For this task, every record below must be reproduced exactly.

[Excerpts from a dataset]
####################

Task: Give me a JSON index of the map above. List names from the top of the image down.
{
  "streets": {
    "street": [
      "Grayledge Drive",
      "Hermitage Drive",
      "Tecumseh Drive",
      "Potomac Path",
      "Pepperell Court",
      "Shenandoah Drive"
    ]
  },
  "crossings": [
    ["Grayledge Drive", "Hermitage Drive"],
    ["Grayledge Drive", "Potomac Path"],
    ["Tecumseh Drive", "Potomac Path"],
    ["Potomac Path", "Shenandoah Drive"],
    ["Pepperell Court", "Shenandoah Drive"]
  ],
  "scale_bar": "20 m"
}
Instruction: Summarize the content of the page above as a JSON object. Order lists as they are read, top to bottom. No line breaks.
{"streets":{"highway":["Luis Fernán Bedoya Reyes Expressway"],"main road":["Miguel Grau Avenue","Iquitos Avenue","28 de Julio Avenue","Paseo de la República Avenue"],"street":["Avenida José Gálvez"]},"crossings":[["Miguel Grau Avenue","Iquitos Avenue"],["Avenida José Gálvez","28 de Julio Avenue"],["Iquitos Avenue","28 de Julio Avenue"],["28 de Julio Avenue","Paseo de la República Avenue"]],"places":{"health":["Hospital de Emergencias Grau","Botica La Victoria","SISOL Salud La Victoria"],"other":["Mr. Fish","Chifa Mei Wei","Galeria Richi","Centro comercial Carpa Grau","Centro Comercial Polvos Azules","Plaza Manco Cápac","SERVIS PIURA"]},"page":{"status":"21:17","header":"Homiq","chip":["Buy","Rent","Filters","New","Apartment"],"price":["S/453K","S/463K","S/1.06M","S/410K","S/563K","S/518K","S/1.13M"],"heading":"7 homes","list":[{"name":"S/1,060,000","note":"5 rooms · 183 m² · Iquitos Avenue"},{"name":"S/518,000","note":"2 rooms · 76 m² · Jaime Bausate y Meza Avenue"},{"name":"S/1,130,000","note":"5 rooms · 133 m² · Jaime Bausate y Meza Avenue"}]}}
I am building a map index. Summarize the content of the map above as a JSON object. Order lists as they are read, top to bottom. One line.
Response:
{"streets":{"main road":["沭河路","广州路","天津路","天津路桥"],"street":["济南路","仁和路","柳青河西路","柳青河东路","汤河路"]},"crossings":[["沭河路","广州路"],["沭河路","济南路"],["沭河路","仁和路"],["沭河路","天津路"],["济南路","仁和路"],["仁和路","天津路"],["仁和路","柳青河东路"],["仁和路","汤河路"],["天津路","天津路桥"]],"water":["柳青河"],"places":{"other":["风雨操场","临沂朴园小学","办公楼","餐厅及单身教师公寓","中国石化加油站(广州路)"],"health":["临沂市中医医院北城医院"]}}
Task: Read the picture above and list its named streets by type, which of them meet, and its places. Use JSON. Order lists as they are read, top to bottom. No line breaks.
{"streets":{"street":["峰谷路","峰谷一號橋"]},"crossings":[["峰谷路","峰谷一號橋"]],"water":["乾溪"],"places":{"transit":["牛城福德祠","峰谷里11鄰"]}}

####################

■ EXPECTED ANSWER ■
Task: Give me a JSON index of the map above. List names from the top of the image down.
{
  "streets": {
    "street": [
      "Grayledge Drive",
      "Hermitage Drive",
      "Tecumseh Drive",
      "Potomac Path",
      "Pepperell Court",
      "Shenandoah Drive"
    ]
  },
  "crossings": [
    ["Grayledge Drive", "Hermitage Drive"],
    ["Grayledge Drive", "Potomac Path"],
    ["Tecumseh Drive", "Potomac Path"],
    ["Potomac Path", "Shenandoah Drive"],
    ["Pepperell Court", "Shenandoah Drive"]
  ],
  "scale_bar": "20 m"
}
Instruction: Summarize the content of the page above as a JSON object. Order lists as they are read, top to bottom. No line breaks.
{"streets":{"highway":["Luis Fernán Bedoya Reyes Expressway"],"main road":["Miguel Grau Avenue","Iquitos Avenue","28 de Julio Avenue","Paseo de la República Avenue"],"street":["Avenida José Gálvez"]},"crossings":[["Miguel Grau Avenue","Iquitos Avenue"],["Avenida José Gálvez","28 de Julio Avenue"],["Iquitos Avenue","28 de Julio Avenue"],["28 de Julio Avenue","Paseo de la República Avenue"]],"places":{"health":["Hospital de Emergencias Grau","Botica La Victoria","SISOL Salud La Victoria"],"other":["Mr. Fish","Chifa Mei Wei","Galeria Richi","Centro comercial Carpa Grau","Centro Comercial Polvos Azules","Plaza Manco Cápac","SERVIS PIURA"]},"page":{"status":"21:17","header":"Homiq","chip":["Buy","Rent","Filters","New","Apartment"],"price":["S/453K","S/463K","S/1.06M","S/410K","S/563K","S/518K","S/1.13M"],"heading":"7 homes","list":[{"name":"S/1,060,000","note":"5 rooms · 183 m² · Iquitos Avenue"},{"name":"S/518,000","note":"2 rooms · 76 m² · Jaime Bausate y Meza Avenue"},{"name":"S/1,130,000","note":"5 rooms · 133 m² · Jaime Bausate y Meza Avenue"}]}}
I am building a map index. Summarize the content of the map above as a JSON object. Order lists as they are read, top to bottom. One line.
Response:
{"streets":{"main road":["沭河路","广州路","天津路","天津路桥"],"street":["济南路","仁和路","柳青河西路","柳青河东路","汤河路"]},"crossings":[["沭河路","广州路"],["沭河路","济南路"],["沭河路","仁和路"],["沭河路","天津路"],["济南路","仁和路"],["仁和路","天津路"],["仁和路","柳青河东路"],["仁和路","汤河路"],["天津路","天津路桥"]],"water":["柳青河"],"places":{"other":["风雨操场","临沂朴园小学","办公楼","餐厅及单身教师公寓","中国石化加油站(广州路)"],"health":["临沂市中医医院北城医院"]}}
Task: Read the picture above and list its named streets by type, which of them meet, and its places. Use JSON. Order lists as they are read, top to bottom. No line breaks.
{"streets":{"street":["峰谷路","峰谷一號橋"]},"crossings":[["峰谷路","峰谷一號橋"]],"water":["乾溪"],"places":{"transit":["牛城福德祠","峰谷里11鄰"]}}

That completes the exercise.